On 2/7/25 17:54, Peter Xu wrote:
On Thu, Feb 06, 2025 at 03:21:51PM +0100, Eric Auger wrote:
This is a follow-up of Peter's attempt to fix the fact that
vIOMMUs are likely to be reset before the device they protect:
[PATCH 0/4] intel_iommu: Reset vIOMMU after all the rest of devices
https://lore.kernel.org/all/20240117091559.144730-1-pet...@redhat.com/
This is especially observed with virtio devices when a qmp system_reset
command is sent but also with VFIO devices.
This series puts the vIOMMU reset in the 3-phase exit callback.
This scheme was tested successful with virtio-devices and some
VFIO devices.

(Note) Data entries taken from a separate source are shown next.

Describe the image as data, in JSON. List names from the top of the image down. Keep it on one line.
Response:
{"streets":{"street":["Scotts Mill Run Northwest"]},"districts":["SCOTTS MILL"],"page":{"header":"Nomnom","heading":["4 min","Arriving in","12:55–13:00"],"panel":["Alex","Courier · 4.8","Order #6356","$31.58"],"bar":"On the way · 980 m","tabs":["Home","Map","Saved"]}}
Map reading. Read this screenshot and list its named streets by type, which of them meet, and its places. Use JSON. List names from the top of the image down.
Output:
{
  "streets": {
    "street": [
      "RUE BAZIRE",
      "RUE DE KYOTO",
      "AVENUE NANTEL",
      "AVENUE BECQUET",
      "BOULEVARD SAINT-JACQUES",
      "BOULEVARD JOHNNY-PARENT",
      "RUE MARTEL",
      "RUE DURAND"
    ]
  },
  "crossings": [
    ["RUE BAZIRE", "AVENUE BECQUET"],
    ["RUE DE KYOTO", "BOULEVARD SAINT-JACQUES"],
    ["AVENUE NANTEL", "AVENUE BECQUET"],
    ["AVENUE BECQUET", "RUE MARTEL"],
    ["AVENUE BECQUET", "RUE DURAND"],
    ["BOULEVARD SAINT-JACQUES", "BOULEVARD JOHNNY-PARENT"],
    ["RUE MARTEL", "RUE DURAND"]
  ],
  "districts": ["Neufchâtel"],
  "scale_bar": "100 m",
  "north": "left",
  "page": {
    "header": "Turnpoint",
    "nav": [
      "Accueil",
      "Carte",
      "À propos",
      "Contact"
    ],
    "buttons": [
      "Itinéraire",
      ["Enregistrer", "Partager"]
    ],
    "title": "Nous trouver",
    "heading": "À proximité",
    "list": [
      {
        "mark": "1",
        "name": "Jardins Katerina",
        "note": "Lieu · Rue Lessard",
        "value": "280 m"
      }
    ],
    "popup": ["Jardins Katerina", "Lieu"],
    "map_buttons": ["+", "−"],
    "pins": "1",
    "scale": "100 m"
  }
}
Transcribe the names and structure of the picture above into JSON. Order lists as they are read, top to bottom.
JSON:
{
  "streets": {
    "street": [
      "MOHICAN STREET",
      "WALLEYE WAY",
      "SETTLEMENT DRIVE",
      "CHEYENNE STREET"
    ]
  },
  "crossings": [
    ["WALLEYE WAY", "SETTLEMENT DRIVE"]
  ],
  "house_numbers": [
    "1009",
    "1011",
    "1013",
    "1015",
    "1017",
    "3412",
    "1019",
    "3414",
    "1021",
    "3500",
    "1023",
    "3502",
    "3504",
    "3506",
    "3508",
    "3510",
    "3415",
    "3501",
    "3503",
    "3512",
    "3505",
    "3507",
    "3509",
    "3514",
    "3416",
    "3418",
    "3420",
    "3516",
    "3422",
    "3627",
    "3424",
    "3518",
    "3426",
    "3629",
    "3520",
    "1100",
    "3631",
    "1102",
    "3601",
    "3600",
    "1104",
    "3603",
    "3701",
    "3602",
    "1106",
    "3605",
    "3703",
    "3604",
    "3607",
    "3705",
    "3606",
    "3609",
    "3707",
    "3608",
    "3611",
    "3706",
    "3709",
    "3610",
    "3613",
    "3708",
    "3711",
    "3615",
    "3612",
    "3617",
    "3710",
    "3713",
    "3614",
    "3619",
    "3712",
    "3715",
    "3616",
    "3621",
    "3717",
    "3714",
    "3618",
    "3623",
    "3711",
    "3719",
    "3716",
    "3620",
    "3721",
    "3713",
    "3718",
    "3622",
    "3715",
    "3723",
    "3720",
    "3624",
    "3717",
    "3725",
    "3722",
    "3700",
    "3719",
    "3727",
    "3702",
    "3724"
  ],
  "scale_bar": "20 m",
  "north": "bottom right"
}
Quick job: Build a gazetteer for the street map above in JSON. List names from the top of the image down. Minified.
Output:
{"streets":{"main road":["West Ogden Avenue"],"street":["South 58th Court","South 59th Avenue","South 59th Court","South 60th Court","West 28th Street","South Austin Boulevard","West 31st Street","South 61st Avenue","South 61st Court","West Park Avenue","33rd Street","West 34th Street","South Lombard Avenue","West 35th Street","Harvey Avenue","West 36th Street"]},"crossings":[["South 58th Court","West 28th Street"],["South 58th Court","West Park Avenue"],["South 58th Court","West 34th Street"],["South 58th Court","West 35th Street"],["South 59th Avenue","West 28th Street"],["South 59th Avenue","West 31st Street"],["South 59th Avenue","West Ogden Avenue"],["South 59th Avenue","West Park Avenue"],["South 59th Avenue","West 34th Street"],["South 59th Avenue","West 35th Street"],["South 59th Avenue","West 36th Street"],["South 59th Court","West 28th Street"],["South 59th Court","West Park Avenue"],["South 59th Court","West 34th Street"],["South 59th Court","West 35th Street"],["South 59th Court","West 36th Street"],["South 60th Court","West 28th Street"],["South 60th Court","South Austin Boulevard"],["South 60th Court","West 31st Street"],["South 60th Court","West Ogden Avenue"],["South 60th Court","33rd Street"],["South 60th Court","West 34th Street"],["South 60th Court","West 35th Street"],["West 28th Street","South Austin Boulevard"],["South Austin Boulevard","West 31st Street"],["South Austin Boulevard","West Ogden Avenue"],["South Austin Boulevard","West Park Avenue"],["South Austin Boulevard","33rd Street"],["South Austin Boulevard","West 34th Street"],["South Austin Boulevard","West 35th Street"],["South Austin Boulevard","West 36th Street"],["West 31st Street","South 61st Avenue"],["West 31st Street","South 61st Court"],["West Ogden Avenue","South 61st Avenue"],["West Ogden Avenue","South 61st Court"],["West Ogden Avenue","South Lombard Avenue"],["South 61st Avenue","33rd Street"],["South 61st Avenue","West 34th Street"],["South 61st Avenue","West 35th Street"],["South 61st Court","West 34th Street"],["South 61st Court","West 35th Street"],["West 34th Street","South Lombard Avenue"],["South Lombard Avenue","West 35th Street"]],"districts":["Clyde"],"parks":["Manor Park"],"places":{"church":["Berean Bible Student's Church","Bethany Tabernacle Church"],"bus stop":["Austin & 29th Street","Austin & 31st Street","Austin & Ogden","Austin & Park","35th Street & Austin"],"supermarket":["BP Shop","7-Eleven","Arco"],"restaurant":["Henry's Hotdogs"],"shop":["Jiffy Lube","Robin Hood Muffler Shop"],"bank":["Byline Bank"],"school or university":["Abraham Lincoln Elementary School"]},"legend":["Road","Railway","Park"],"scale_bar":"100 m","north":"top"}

Nevertheless not all the topologies have been
tested yet.
Eric,
It's great to know that we seem to be able to fix everything in such small
changeset!
I would like to double check two things with you here:
- For VFIO's reset hook, looks like we have landed more changes so that
vfio's reset function is now a TYPE_LEGACY_RESET, and it always do the
reset during "hold" phase only (via legacy_reset_hold()). That part
will make sure vIOMMU (if switching to exit()-only reset) will order
properly with VFIO. Is my understanding correct here?
Eric,
We were still seeing DMA errors from VFIO devices :
VFIO_MAP_DMA failed: Bad address
with this series at shutdown (machine or OS) when using an intel_iommu
device. We could see that the VIOMMU was reset and the device DMAs
were still alive. Do you know why now ?
Thanks,
C.
- Is it possible if some PCIe devices that will provide its own
phase.exit(), would it matter on the order of PCIe device's
phase.exit() and vIOMMU's phase.exit() (if vIOMMUs switch to use
exit()-only approach like this one)?
PS: it would be great to attach such information in either cover letter or
commit message. But definitely not a request to repost the patchset, if
Michael would have Message-ID when merge that'll be far enough to help
anyone find this discussion again.
Thanks!